Queensland Liberal National MP George Christensen billed taxpayers $1600 for a trip to Cairns and the Great Barrier Reef to meet controversial far-right YouTuber Lauren Southern, only to be stood up by the far-right Canadian. MP financial interest disclosures reveal Christensen accepted a “reef trip from Cairns to Great Barrier Reef” from Axiomatic Events, an organiser of right-wing events. Southern is known for stunts such as obstructing a charity vessel attempting to rescue migrants from drowning in the Mediterranean. Axiomatic Events director Dave Pellowe told Guardian Australia Christensen was “there and available but [Southern] pulled the pin. Well, she missed the communication. He wasn’t collaborating with the tour but he was going to be available if she had questions about the reef and tourism.”
Trade Minister Simon Birmingham will today deliver a speech to a Chinese think tank in Beijing, urging the country to help rewrite trade rules that give it special “developing nation” status.

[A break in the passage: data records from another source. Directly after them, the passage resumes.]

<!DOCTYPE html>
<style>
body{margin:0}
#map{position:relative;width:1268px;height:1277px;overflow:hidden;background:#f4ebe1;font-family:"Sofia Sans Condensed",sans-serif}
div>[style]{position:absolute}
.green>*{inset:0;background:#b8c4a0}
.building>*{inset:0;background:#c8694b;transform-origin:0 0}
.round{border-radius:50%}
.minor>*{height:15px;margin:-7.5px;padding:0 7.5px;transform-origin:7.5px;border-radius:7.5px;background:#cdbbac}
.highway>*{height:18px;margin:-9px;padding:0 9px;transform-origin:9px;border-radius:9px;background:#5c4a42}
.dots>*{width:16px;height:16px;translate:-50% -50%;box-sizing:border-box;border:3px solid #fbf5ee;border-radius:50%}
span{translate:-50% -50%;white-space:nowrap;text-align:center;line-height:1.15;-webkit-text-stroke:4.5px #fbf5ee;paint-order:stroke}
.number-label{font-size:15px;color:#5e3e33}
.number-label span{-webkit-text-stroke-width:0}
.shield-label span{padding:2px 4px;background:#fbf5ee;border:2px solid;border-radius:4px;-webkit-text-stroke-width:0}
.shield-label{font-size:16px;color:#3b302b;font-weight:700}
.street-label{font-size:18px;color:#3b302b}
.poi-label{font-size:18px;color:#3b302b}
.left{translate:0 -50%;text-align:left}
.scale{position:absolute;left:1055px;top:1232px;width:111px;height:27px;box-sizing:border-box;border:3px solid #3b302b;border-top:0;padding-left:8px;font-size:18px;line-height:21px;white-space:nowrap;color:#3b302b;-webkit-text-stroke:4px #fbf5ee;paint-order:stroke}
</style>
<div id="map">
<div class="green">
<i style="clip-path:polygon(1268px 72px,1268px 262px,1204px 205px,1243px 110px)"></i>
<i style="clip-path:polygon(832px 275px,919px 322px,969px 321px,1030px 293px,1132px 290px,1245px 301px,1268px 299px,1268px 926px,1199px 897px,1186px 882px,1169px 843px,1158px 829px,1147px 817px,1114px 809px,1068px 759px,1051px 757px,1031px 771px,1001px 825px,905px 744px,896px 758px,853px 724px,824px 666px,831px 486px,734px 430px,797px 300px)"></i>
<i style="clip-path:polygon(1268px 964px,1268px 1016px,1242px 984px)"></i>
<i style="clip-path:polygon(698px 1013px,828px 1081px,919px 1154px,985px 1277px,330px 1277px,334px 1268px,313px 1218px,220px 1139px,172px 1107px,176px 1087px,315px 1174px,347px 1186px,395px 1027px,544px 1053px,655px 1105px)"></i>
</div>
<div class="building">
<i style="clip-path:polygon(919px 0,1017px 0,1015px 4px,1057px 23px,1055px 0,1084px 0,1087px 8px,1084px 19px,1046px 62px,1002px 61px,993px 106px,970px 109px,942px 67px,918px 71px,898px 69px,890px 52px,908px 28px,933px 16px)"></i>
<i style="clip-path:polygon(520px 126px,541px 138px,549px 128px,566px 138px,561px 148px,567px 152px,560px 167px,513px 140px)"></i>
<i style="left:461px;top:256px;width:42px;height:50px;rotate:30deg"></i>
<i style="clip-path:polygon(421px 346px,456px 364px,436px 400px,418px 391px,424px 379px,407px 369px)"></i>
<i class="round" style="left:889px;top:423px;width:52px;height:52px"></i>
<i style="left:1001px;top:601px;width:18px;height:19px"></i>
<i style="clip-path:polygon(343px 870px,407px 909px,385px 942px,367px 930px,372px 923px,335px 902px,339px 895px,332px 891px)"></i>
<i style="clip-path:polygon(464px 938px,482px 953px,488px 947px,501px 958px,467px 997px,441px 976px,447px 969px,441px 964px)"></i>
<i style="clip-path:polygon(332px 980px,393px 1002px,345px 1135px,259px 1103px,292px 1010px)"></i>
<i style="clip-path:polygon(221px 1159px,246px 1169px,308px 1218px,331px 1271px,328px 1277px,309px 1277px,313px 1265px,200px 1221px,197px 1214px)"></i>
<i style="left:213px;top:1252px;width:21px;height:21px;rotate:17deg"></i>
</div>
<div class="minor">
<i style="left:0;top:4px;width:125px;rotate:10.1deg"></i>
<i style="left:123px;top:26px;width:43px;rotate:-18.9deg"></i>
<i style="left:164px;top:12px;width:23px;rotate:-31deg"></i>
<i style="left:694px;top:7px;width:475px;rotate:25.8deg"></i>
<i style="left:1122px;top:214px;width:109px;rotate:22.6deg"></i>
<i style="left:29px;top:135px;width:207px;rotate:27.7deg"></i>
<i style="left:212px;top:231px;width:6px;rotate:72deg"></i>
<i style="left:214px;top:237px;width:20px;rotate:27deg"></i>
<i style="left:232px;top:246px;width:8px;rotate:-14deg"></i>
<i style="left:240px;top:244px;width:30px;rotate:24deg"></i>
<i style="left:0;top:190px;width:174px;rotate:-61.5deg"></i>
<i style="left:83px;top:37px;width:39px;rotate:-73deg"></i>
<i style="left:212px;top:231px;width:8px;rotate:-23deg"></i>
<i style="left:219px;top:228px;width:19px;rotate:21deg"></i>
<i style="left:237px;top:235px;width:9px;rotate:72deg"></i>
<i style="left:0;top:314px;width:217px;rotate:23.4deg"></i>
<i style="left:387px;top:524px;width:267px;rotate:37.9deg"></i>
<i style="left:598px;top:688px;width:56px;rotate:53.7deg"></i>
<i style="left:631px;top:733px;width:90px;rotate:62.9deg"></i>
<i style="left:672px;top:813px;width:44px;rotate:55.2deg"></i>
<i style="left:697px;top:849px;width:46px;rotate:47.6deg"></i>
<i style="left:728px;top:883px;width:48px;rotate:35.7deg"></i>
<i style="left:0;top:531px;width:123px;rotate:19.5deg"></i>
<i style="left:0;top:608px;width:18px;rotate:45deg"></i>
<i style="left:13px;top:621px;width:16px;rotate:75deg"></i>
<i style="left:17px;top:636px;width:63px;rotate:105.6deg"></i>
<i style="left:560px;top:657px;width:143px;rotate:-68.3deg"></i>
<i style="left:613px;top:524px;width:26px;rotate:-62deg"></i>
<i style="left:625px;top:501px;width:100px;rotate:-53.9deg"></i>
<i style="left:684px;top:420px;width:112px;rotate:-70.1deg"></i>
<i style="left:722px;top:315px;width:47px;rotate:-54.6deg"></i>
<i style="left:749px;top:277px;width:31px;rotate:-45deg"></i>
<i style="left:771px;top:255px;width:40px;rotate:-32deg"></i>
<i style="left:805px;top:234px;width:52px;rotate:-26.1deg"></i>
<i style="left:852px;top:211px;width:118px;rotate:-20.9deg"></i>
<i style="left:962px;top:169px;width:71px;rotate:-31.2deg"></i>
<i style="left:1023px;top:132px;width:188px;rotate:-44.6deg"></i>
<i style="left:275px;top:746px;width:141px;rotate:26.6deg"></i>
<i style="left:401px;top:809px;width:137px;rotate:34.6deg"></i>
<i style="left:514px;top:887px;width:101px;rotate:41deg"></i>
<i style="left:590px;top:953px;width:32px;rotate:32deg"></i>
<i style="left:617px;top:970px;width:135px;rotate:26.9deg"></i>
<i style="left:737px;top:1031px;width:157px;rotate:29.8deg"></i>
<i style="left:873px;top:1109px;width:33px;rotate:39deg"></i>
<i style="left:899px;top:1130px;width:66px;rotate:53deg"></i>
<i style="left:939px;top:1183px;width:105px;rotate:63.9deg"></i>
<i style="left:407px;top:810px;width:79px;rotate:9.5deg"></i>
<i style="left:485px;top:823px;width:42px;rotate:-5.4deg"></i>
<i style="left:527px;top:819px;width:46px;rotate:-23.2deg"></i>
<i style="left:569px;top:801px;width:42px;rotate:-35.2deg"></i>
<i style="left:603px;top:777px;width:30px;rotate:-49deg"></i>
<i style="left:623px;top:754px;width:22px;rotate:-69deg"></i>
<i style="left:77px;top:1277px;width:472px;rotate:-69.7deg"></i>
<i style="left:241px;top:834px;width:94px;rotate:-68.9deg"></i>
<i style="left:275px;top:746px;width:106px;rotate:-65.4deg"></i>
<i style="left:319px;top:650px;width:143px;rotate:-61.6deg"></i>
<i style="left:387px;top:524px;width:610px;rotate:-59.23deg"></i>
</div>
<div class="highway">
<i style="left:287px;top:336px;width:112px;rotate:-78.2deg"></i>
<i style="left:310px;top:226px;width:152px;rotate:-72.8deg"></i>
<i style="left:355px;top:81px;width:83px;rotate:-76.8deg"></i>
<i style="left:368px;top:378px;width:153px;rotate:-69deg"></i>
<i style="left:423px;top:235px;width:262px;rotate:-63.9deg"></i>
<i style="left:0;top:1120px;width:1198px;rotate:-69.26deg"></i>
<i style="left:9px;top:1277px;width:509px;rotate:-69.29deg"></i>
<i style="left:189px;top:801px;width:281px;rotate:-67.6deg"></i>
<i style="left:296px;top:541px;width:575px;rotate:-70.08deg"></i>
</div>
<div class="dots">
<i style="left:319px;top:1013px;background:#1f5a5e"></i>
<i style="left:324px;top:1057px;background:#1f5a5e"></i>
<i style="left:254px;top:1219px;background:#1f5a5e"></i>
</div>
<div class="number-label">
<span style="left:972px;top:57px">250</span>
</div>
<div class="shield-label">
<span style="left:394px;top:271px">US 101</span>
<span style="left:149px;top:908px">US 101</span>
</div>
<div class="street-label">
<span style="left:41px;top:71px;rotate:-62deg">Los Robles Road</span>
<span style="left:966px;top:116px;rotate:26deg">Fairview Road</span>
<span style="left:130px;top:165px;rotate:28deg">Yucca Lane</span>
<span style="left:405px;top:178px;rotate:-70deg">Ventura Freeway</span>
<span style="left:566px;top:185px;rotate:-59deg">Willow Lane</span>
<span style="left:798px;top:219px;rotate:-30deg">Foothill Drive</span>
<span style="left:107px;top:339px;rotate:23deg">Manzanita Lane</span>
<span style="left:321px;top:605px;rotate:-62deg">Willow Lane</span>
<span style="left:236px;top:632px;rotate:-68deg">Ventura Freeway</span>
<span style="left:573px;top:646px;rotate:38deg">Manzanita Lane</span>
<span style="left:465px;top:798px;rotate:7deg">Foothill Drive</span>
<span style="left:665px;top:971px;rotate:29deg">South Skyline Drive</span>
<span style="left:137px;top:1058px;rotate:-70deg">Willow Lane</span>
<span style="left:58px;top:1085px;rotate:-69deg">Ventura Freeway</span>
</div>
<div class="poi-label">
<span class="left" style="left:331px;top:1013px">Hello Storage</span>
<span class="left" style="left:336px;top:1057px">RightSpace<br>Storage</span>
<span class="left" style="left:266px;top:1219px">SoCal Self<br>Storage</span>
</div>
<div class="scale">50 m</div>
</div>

US President Donald Trump has announced another round of tariffs on $US300 billion in Chinese goods from September. This represents almost all of the remaining products the US has yet to place tariffs on, such as clothing and iPhones, effectively signalling the end of free trade between the two rival powers.
A key nuclear arms treaty is due to expire today, with the UN Secretary-General Antonio Guterres warning the world is set to “lose an invaluable brake on nuclear war”. Unless Russia destroys a new medium-range missile, the United States will pull out of the Intermediate-range Nuclear Forces Treaty in order to develop its own equivalents. The treaty saw the destruction of 2700 medium-range nuclear missiles, weapons that would have given targeted countries only a few minutes warning of an impending strike. The governments of US President Donald Trump and Russian President Vladimir Putin are both undertaking aggressive nuclear weapon modernisation programs, with the US developing a nuclear missile to be mounted on a mobile launcher. The treaty expiry coincides with another missile launch by North Korea — its third round of missile tests in the space of a week.
In cricket, Steve Smith has rescued Australia from a disastrous start to day one of the first men’s Ashes test. On his return to test cricket after being suspended in March last year for his role in the ball-tampering scandal, Smith helped Australia recover from 8-122 to post a first innings total of 284. England survived two overs before the close of play to finish with 10 runs for no loss of wicket.